===== GIVEN DATA =====

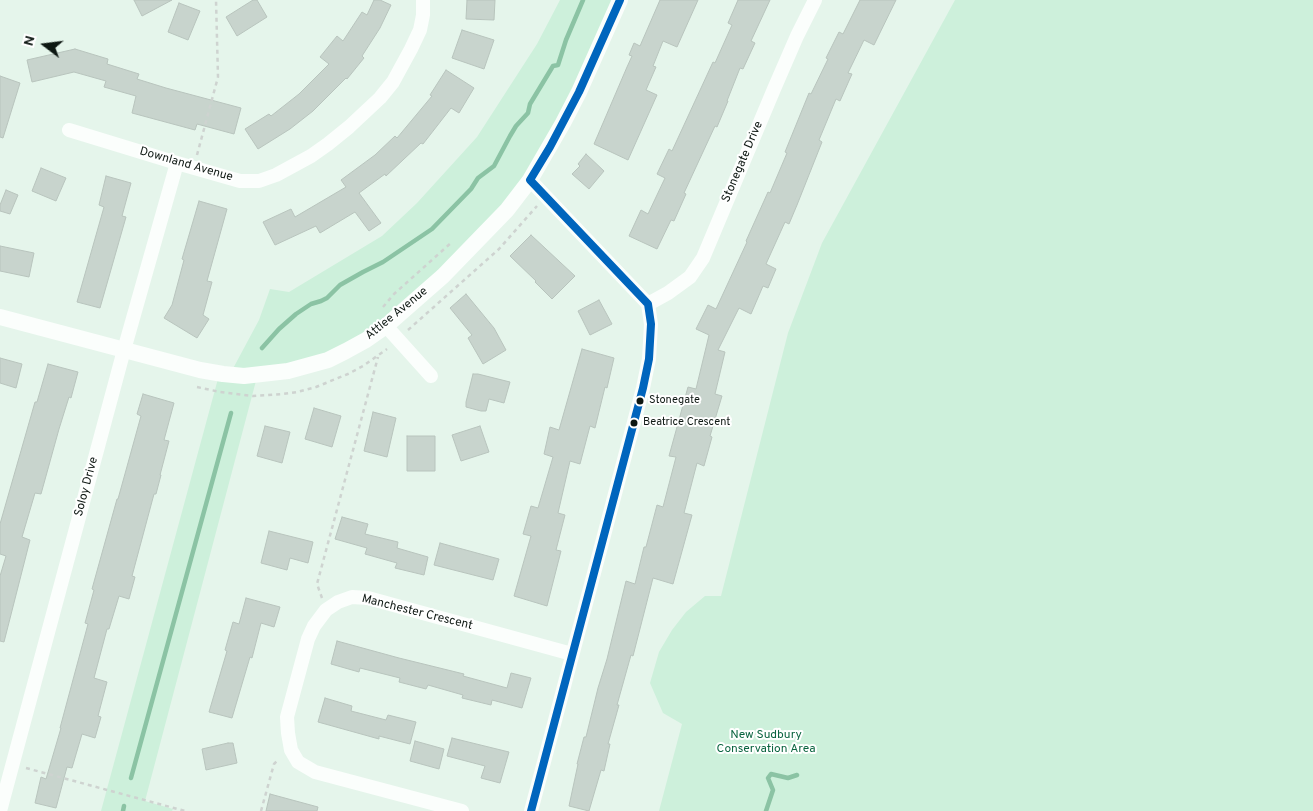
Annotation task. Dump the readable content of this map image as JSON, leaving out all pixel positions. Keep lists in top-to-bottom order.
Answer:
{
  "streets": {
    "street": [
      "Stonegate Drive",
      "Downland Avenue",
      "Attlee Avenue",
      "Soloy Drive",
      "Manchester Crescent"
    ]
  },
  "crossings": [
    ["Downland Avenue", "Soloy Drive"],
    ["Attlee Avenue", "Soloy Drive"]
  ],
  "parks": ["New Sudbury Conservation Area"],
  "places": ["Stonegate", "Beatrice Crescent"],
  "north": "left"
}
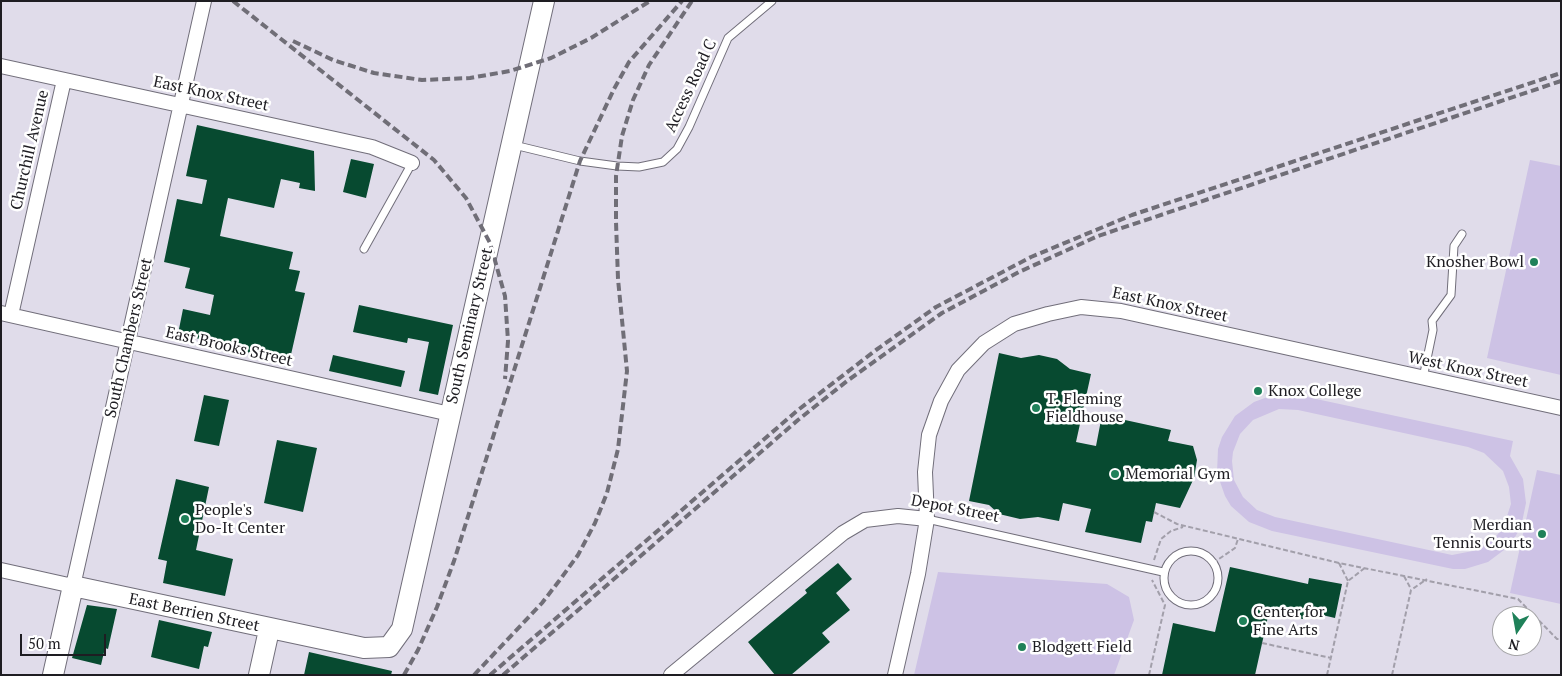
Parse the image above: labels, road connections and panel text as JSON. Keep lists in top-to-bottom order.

=====

Every record above must be repeated exactly, with the pictures dropped.

SOLVED EXERCISE:
Annotation task. Dump the readable content of this map image as JSON, leaving out all pixel positions. Keep lists in top-to-bottom order.
Answer:
{
  "streets": {
    "street": [
      "Stonegate Drive",
      "Downland Avenue",
      "Attlee Avenue",
      "Soloy Drive",
      "Manchester Crescent"
    ]
  },
  "crossings": [
    ["Downland Avenue", "Soloy Drive"],
    ["Attlee Avenue", "Soloy Drive"]
  ],
  "parks": ["New Sudbury Conservation Area"],
  "places": ["Stonegate", "Beatrice Crescent"],
  "north": "left"
}
Parse the image above: labels, road connections and panel text as JSON. Keep lists in top-to-bottom order.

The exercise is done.